Should a line below contain the word "Moskovskyy", report it.

--- Supplied entries Enclosed Below ---

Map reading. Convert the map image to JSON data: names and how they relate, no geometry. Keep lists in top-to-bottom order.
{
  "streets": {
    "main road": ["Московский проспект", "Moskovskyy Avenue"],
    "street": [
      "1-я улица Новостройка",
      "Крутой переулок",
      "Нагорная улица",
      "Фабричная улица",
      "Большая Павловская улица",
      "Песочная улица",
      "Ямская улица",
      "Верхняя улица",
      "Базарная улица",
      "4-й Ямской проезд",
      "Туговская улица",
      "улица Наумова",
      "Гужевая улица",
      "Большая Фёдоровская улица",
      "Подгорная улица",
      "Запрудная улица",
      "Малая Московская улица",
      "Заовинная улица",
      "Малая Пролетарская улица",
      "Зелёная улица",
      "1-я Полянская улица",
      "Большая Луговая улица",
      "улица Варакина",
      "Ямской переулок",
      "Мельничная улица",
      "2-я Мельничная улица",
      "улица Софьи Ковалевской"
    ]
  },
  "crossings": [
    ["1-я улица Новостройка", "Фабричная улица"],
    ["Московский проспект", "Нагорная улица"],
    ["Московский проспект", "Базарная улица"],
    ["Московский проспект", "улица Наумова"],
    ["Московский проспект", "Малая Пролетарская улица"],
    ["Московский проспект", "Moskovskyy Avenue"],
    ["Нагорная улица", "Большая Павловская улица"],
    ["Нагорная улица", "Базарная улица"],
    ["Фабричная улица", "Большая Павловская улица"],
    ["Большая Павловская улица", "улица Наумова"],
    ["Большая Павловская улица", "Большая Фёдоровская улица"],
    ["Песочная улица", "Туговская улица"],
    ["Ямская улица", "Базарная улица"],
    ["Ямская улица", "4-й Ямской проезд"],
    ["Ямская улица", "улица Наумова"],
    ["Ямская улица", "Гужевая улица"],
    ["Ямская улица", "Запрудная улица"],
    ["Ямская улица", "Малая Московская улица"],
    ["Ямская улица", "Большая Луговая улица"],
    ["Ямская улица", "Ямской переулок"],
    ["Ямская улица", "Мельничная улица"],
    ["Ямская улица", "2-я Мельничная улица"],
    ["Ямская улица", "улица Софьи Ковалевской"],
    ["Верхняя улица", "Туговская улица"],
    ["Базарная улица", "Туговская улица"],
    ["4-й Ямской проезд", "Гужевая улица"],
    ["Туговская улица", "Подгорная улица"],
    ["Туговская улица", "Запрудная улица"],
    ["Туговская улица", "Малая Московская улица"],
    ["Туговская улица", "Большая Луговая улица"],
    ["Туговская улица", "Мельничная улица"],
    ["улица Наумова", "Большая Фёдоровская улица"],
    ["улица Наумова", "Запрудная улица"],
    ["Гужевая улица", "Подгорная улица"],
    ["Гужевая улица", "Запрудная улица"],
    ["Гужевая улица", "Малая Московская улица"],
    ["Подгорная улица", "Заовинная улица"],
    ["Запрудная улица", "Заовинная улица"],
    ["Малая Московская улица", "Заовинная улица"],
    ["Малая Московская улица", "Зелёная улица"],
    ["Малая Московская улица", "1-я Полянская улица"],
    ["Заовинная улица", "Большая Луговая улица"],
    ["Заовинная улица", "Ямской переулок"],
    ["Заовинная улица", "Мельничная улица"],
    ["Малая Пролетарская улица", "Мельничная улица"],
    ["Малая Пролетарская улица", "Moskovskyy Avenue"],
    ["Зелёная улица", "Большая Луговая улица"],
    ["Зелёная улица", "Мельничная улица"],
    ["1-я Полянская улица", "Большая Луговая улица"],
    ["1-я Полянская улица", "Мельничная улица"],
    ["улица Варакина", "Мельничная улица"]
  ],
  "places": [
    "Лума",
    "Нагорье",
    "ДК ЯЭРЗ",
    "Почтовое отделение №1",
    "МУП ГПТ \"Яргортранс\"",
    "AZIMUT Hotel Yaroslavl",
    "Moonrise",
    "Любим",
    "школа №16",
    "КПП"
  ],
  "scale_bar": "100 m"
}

--- End of Enclosed Supplied entries ---

## Result below
    "main road": ["Московский проспект", "Moskovskyy Avenue"],
    ["Московский проспект", "Moskovskyy Avenue"],
    ["Малая Пролетарская улица", "Moskovskyy Avenue"],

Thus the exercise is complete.